By Lubna AR

Edited by Nidhi Singh, Junior Editor, The Indian Economist

The first ever menstrual hygiene day, founded by WASH United, just passed on May 28 and it was a success in its own respect. The day was created to raise awareness about the issues surrounding poor menstrual hygiene management in developing countries,including India, and to focus efforts to ensure that every girl has access to hygienic options to manage her menstrual cycle in “privacy, safety and dignity.” (Menstrual Hygiene Day Website)

I recently heard about this initiative and my first, raw reaction was, “why on earth does that need its own day?” But don’t judge me. This reaction, probably one shared by many, is a result of a society where tampons and pads are disguised as chocolates, where men—husbands, boyfriends, fathers and brothers are embarrassed to run to the store to purchase a box of tampons for the women in their lives and where a tampon falling out of a purse in a public place is the cause for embarrassment. This initiative and my reaction really made me think about this; why are we so embarrassed about a healthy bodily function which is essentially part of a system which creates human life? Why are we ashamed of something that is so natural?

According to many feminist such as Tomi-Ann Roberts, this stems from a patriarchal society which does not tolerate any stains on the image of a woman who should be pristine at all times. Other scholars feel that this stigma stems from religious practices that view woman on their menstrual periods as unclean or impure. Whatever the case may be, whether we realize it or not, this socially constructed stigma is causing real problems for women and girls around the world.

While in countries of the West, it may result in a small embarrassing situation at the drugstore cash out,in countries such as India, the taboo associated with periods causes much more serious problems. Not only does it affect access to hygienic methods of management, but it hinders access to education and to human rights for girls. According to a recent report from the organization, Water for People; often in rural areas, a combination of the unavailability of sanitary pads, lack of safe bathrooms for girls and the fear of being teased or shamed cause some girls to miss four to five days of school a month. (Dwijadas Sarkar, Water for People) Further, in some Indian cultures woman on their periods are treated as untouchable and are shunned from daily activities. Women are being denied the human right to dignity and equality because of something that is inherent to them, something that is a natural part of a healthy body. The logic behind the stigma is falling through, and it’s time for every single one of us to take this seriously.It’s time to open the discussion.

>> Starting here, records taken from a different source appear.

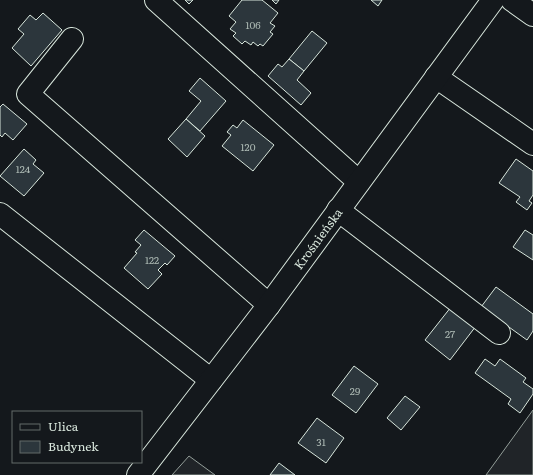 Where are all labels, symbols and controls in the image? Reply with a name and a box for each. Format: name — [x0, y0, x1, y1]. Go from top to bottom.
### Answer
house number: 106 — [245, 17, 261, 32]
house number: 120 — [241, 139, 256, 154]
house number: 124 — [16, 161, 31, 176]
street label: Krośnieńska — [289, 204, 347, 273]
house number: 122 — [145, 252, 159, 267]
house number: 27 — [445, 326, 455, 341]
house number: 29 — [350, 383, 360, 398]
legend — [12, 411, 142, 463]
text: Ulica — [48, 417, 79, 435]
house number: 31 — [316, 434, 326, 449]
text: Budynek — [48, 437, 99, 455] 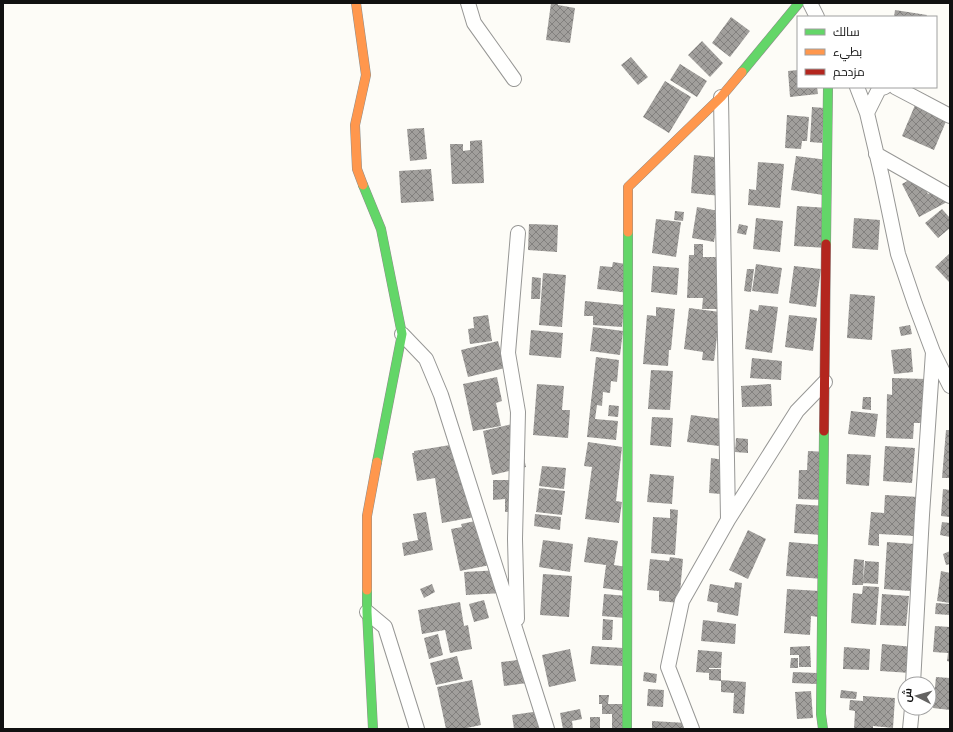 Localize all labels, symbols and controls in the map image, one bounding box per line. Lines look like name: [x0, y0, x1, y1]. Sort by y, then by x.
legend: [797, 16, 937, 88]
text: سالك: [833, 24, 860, 39]
text: بطيء: [833, 44, 862, 62]
text: مزدحم: [833, 64, 865, 80]
north arrow: [897, 676, 937, 716]
text: ش: [899, 687, 915, 703] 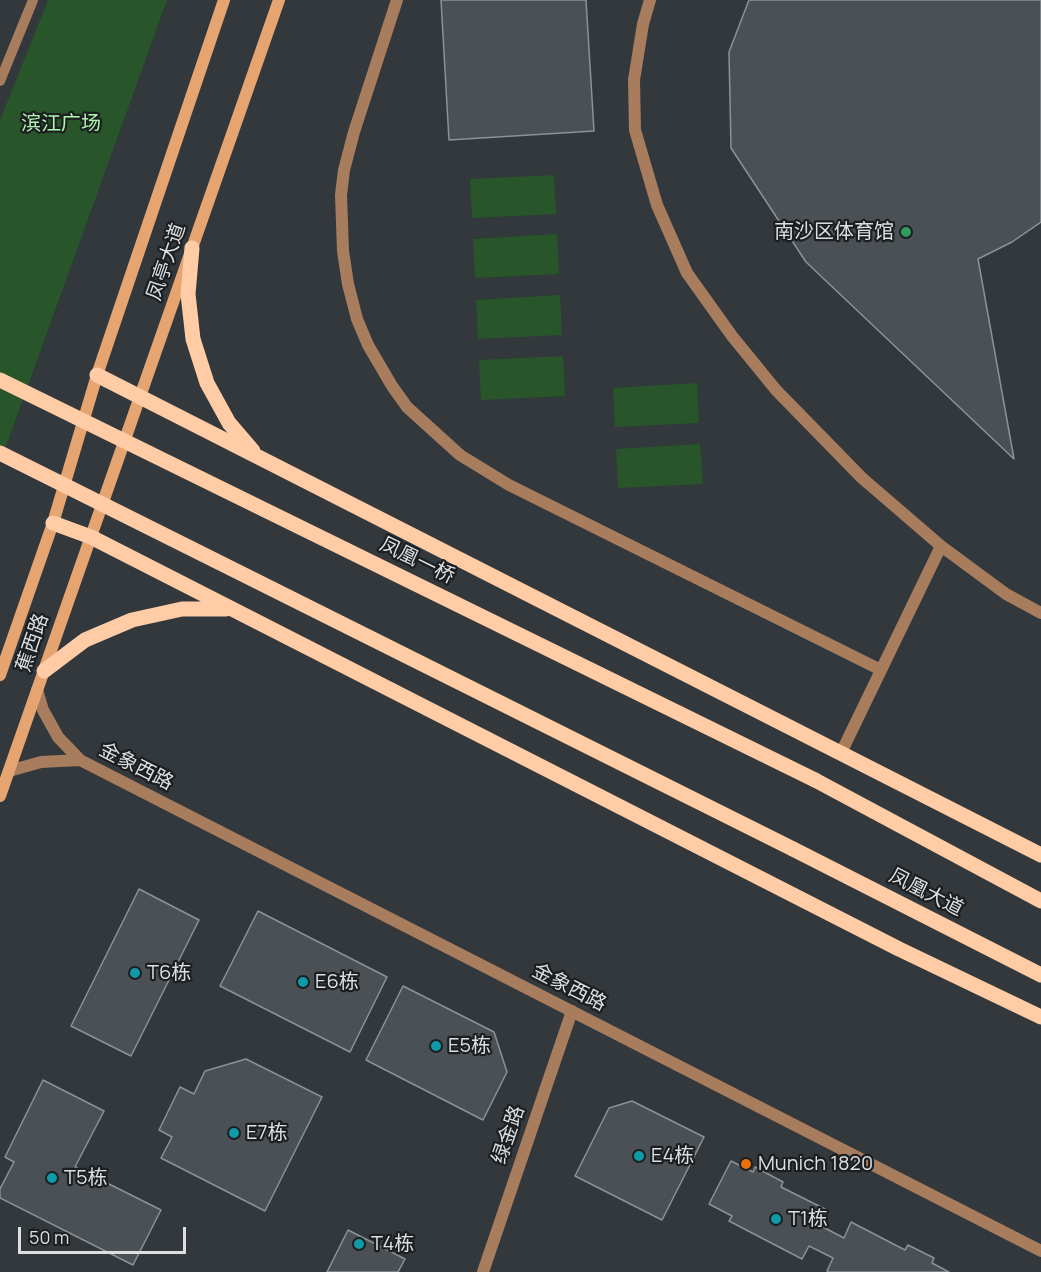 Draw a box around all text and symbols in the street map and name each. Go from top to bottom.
park label: 滨江广场 [21,112,101,136]
street label: 凤亭大道 [143,220,191,304]
place label: 南沙区体育馆 [774,220,894,244]
marker: 南沙区体育馆 [899,225,913,239]
street label: 凤凰一桥 [376,533,458,589]
street label: 蕉西路 [12,611,54,675]
street label: 金象西路 [95,738,177,796]
street label: 凤凰大道 [885,864,967,922]
street label: 金象西路 [528,959,610,1017]
place label: T6栋 [147,961,191,985]
marker: T6栋 [128,966,142,980]
place label: E6栋 [315,970,359,994]
marker: E6栋 [296,975,310,989]
place label: E5栋 [448,1034,491,1058]
marker: E5栋 [429,1039,443,1053]
street label: 绿金路 [488,1103,530,1167]
place label: E7栋 [246,1121,287,1145]
marker: E7栋 [227,1126,241,1140]
place label: E4栋 [651,1144,694,1168]
marker: E4栋 [632,1149,646,1163]
place label: Munich 1820 [758,1152,873,1176]
marker: Munich 1820 [739,1157,753,1171]
place label: T5栋 [64,1166,107,1190]
marker: T5栋 [45,1171,59,1185]
place label: T1栋 [788,1207,828,1231]
marker: T1栋 [769,1212,783,1226]
scale bar [21,1215,189,1253]
text: 50 m [29,1225,69,1249]
place label: T4栋 [371,1232,414,1256]
marker: T4栋 [352,1237,366,1251] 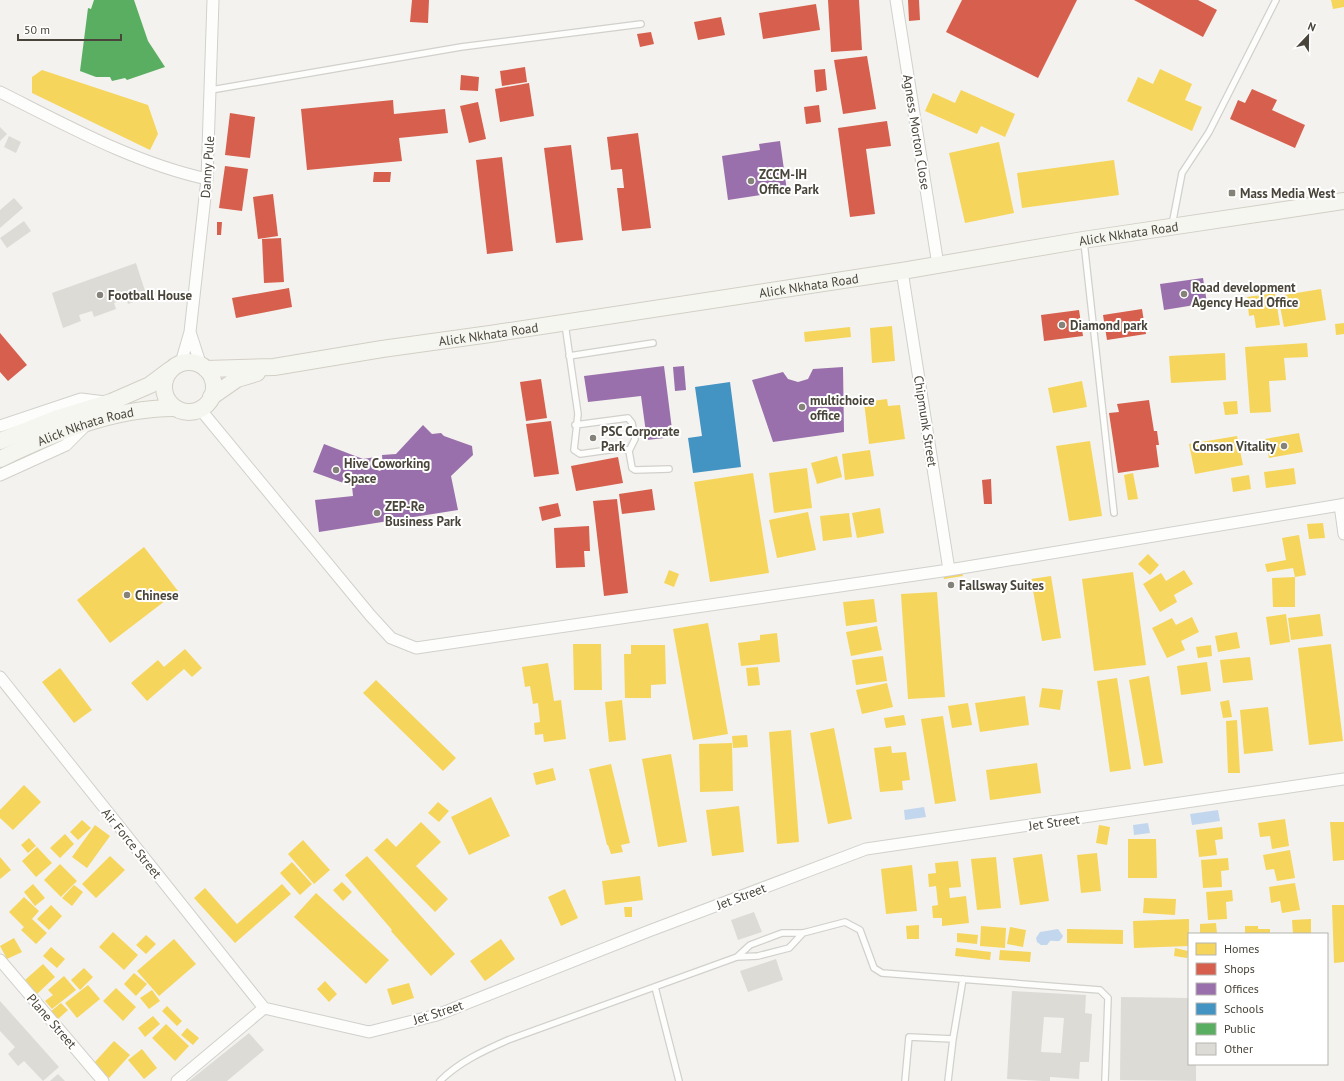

So why does Menstrual Hygiene Management deserve its own day? Because even accepting that the menstrual cycle is a source of embarrassment may cause us to neglect serious issues that need to be addressed. Breaking the taboo is one of the first steps in the right direction, starting from each and everyone one of our experiences with menstrual cycles, whether it be through our own lived experiences or through someone we love and care about, boys this includes you. Many of the initiatives working for this cause stress that this is not just a “girl issue”. Educating men and boys about menstrual health helps remove myths and helps create a healthier environment for girls, which will eventually benefit everyone.

Realizing that the negative ideas about this natural process that we may be perpetuating only add to a bigger problem is half the solution. The other half, which many different individuals and organizations, like WASH United, are dealing with, include distributing sanitary pads, educating girls and boys on puberty and advocating for safe, clean bathrooms for girl schools everywhere.

We can all be part of the solution in our everyday lives by ensuring that we do not give in to the idea that we should be ashamed of who we are and by being brave enough to not perpetuate the stigma. So be willing to open the discussion to those who don’t realize the implications of it; be willing to challenge and question those who say that this natural process is impure or dirty, and lastly; be willing to purchase tampons and sanitary pads as confidently as you would toilet paper.

By accepting some of the responsibility and changing our ways, we are able to build a better world for today and tomorrow.

Lubna is a recent graduate in Environmental Politics and is very passionate about making a difference in the world through her writing and example. She strongly believe that in order to create change in society there is a need to appeal to the general public and influence the minds and hearts of people and one of the best ways to do this is through media. Favourite quote: “Never doubt that a group of thoughtful committed citizens can change the world; indeed, it is the only thing that ever has.” Margaret Mead.